私はハッとした。そうだった。キースさんは喉を刺されてしまったんだ。喉を潰されれば、話せなくなるのは当然。それで意思が通じたエリスに頼んだのか……。
「だけど、話せなくても、ヴァーノンさんと顔を合わせることぐらいはできたでしょう? 何でそうしなかったの?」
――それは彼自身、何度も考えたようですが、言葉で伝えられず、ただ目の前に無言で突っ立っているだけでは、さらなる誤解を生んでしまうかもしれないと。ヴァーノンは彼に恨まれていると思い込んでいたわけですから。
「自分を祟りに来たって怖がらせたくなかったのね……幽霊が幽霊を祟るなんて、何か変な話だけど」
再びキースさんに目をやると、変わらない笑顔のままで唇が何かを発した。
――感謝する、これで俺も次へ進めるよ、と言っています。
エリスが通訳してくれると、キースさんは軽く手を振ってから空を見上げ、そのまま姿を消してしまった。
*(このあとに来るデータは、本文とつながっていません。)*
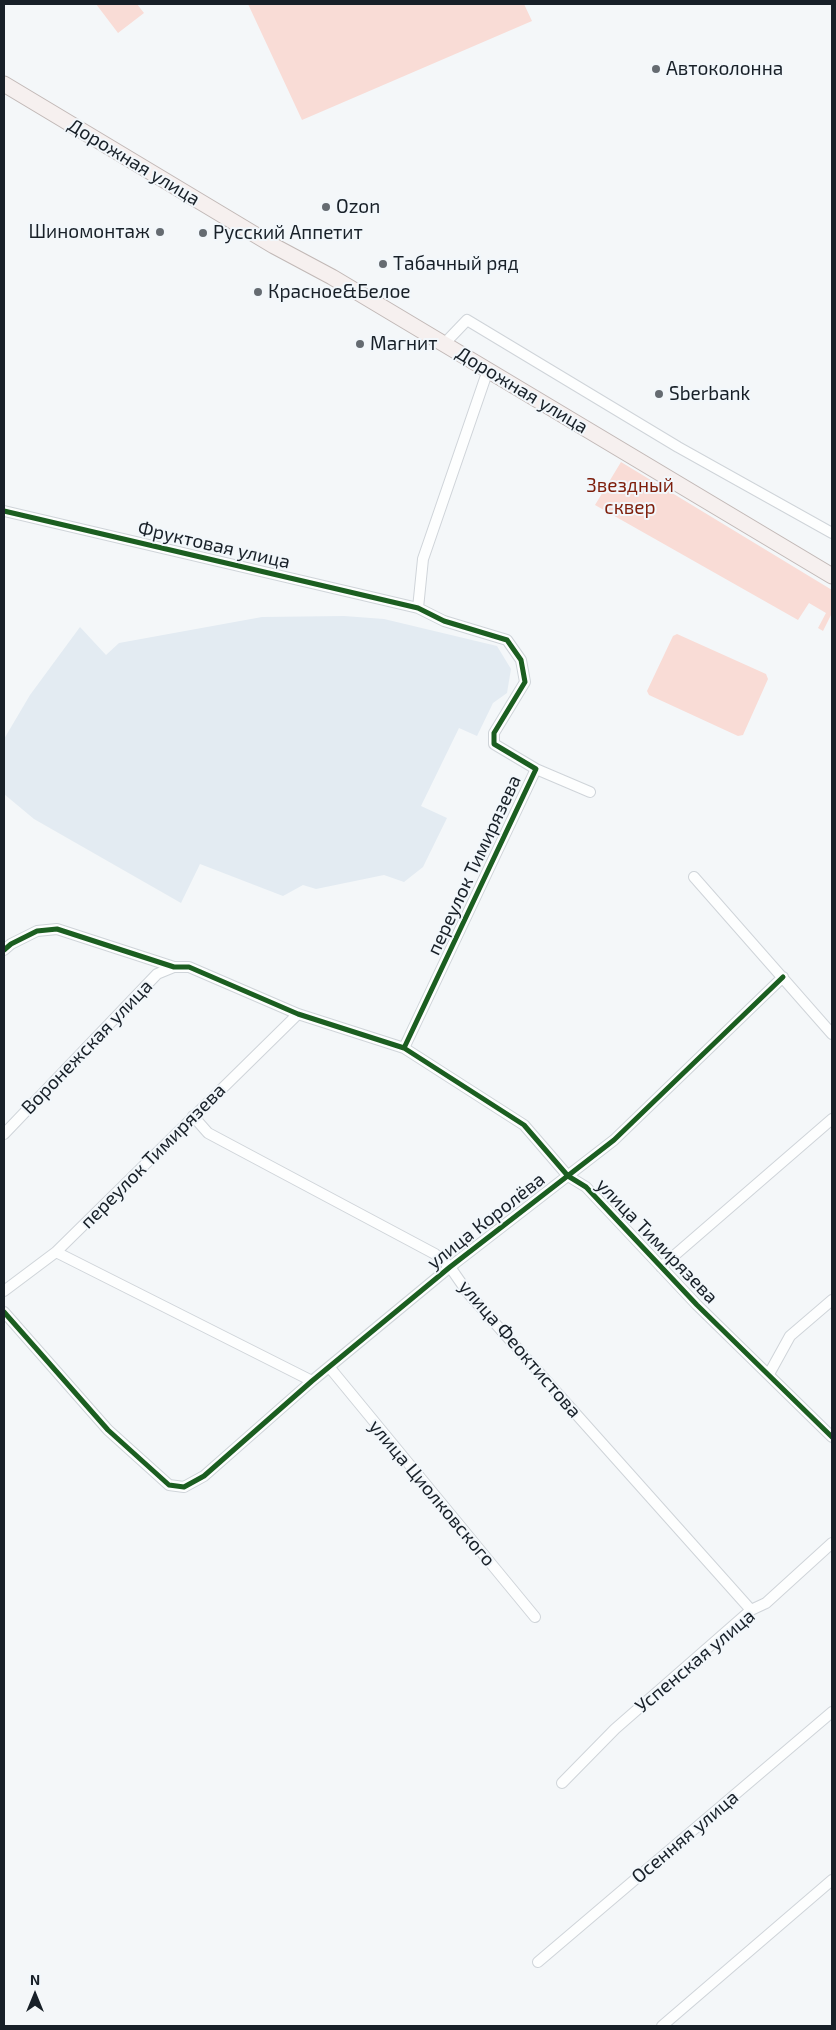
<!DOCTYPE html>
<html>
<head>
<meta charset="utf-8">
<style>
  body { margin:0 }
  #map { position:relative; width:836px; height:2030px; overflow:hidden; background:#f4f7f9; font-family:"Exo 2",sans-serif }
  canvas { display:block }
  .frame { position:absolute; inset:0; border:5px solid #182028; pointer-events:none }
  .north { position:absolute; left:10px; top:1970px; width:50px; height:50px; -webkit-text-stroke:4px #f2f7fb; paint-order:stroke; rotate:0deg; font-size:14px; font-weight:700; line-height:20px; text-align:center; color:#182028 }
  .north::after { content:''; display:block; margin:auto; width:18px; height:22px; background:#182028; clip-path:polygon(50% 0,100% 100%,50% 72%,0 100%) }
</style>
</head>
<body>
<div id="map">
<canvas width="836" height="2030"></canvas>
<div class="frame"></div>
<div class="north">N</div>
</div>
<script>
const g = document.querySelector('canvas').getContext('2d');
g.lineJoin = 'round';
function paint(path, color) { g.fillStyle = color; g.fill(path, 'evenodd'); }
const poly = rows => new Path2D(rows.map(r => 'M' + r).join(''));
function strokePath(path, color, width, dash) { g.strokeStyle = color; g.lineWidth = width; g.lineCap = dash ? 'butt' : 'round'; g.setLineDash(dash || []); g.stroke(path); }
function label(font, color, halo, rows, align = 'center') {
  g.font = font + ' "Exo 2",sans-serif'; g.lineWidth = 4; g.setLineDash([]); g.textBaseline = 'middle'; g.strokeStyle = halo; g.fillStyle = color; for (const [text, x, y, turn = 0] of rows) {
    g.save(); g.translate(x, y); g.rotate((+turn || 0) * Math.PI / 180); g.textAlign = isNaN(turn) ? turn : align; if (halo) g.strokeText(text, 0, 0); g.fillText(text, 0, 0); g.restore();
  }
}
const built = poly([
  [344,616,384,619,497,646,511,669,507,693,493,703,477,736,459,728,421,806,447,818,423,867,404,882,384,875,316,889,303,885,283,896,200,864,181,903,34,819,4,794,4,739,30,695,80,627,106,655,119,643,262,617]
]);
const green = poly([
  [96,4,137,4,144,13,118,33],
  [248,4,524,4,532,21,302,120],
  [621,462,832,590,832,613,823,631,818,628,826,613,809,603,798,620,595,505],
  [677,634,766,674,768,679,743,735,738,736,649,695,647,691,673,636]
]);
const minor = poly([
  [444,344,467,320,678,447,832,533],
  [4,511,418,608,444,621,507,640,521,660,525,682,494,733,494,744,536,769,404,1048],
  [418,608,423,559,488,370],
  [536,769,590,792],
  [694,877,832,1034],
  [4,950,11,944,37,931,57,929,174,967,189,967,298,1014,404,1048,524,1125,568,1176,586,1187,697,1305,832,1437],
  [193,1116,208,1133,435,1254,450,1267,468,1293,751,1610],
  [4,1134,157,974,174,967],
  [56,1252,312,1381],
  [661,1267,832,1119],
  [4,1291,56,1252,298,1014],
  [4,1312,108,1430,169,1485,184,1487,204,1476,312,1381,450,1267,614,1140,783,977],
  [330,1368,535,1617],
  [769,1374,790,1336,832,1300],
  [562,1783,615,1729,751,1610,766,1603,832,1543],
  [538,1962,832,1712],
  [662,2026,832,1880]
]);
const primary = poly([
  [4,84,274,246,332,277,832,576]
]);
const cycleway = poly([
  [4,511,418,608,444,621,507,640,521,660,525,682,494,733,494,744,536,769,404,1048],
  [4,950,11,944,37,931,57,929,174,967,189,967,298,1014,404,1048,524,1125,568,1176,586,1187,697,1305,832,1437],
  [4,1312,108,1430,169,1485,184,1487,204,1476,312,1381,450,1267,614,1140,783,977]
]);
const markers = [
  [656,69,5,"#656b71"],
  [326,207,5,"#656b71"],
  [160,232,5,"#656b71"],
  [203,233,5,"#656b71"],
  [383,264,5,"#656b71"],
  [258,292,5,"#656b71"],
  [360,344,5,"#656b71"],
  [659,394,5,"#656b71"]
];
const poiNames = [
  ["Автоколонна",666,69],
  ["Ozon",336,207],
  ["Шиномонтаж",150,232,"right"],
  ["Русский Аппетит",213,233],
  ["Табачный ряд",393,264],
  ["Красное&Белое",268,292],
  ["Магнит",370,344],
  ["Sberbank",669,394]
];
const streetNames = [
  ["Дорожная улица",134,162,31],
  ["Дорожная улица",522,390,31],
  ["Фруктовая улица",214,545,13],
  ["переулок Тимирязева",474,865,-65],
  ["Воронежская улица",87,1047,-46],
  ["переулок Тимирязева",153,1156,-45],
  ["улица Королёва",486,1221,-38],
  ["улица Тимирязева",657,1241,46],
  ["улица Феоктистова",520,1349,49],
  ["улица Циолковского",432,1493,50],
  ["Успенская улица",695,1661,-40],
  ["Осенняя улица",685,1837,-40]
];
const parkNames = [
  ["Звездный",630,486],
  ["сквер",630,508]
];
paint(built, '#e3ebf2');
paint(green, '#f9dcd6');
strokePath(minor, '#cfd4d9', 12);
strokePath(primary, '#c1b8b6', 17);
strokePath(minor, '#fdfefe', 10);
strokePath(primary, '#f6f0ef', 15);
strokePath(cycleway, '#1b5e20', 5);
for (const [x, y, r, color] of markers) { const dot = new Path2D(); dot.arc(x, y, r, 0, 2 * Math.PI); g.fillStyle = color; g.fill(dot); strokePath(dot, '#f2f7fb', 2); }
label('19px', '#182028', '#f2f7fb', poiNames, 'left');
label('19px', '#182028', '#f2f7fb', streetNames);
label('19px', '#7e1e0b', '#f2f7fb', parkNames);
</script>
</body>
</html>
親友の元へ向かったんだろう。そこではちゃんと話ができるといいけど。
「……偶然通りかかっただけだけど、何か、よかったね。人助けができたみたいで……あ、幽霊助けって言うべきかな」
――アストリッドが彼を見つけたおかげですよ。
「私は話を聞いてただけで、解決したのはキースさんの代わりをしたエリスだよ。……だけど、エリスは幽霊の気持ちまでわかるのね。私はそこまでわからないのに」
――いずれわかる時が来ますよ。言葉を交わさずともね。
そう言うとエリスは、全身の形をグニャッと歪ませ縮ませると、いつもの青い小鳥姿に戻った。そしてパタパタと飛んで私の肩に乗る。
「……じゃあ、行こうか」
――ええ。行きましょう。
もう誰の姿もなくなった英雄像の建つ広場を、私達は立ち去った。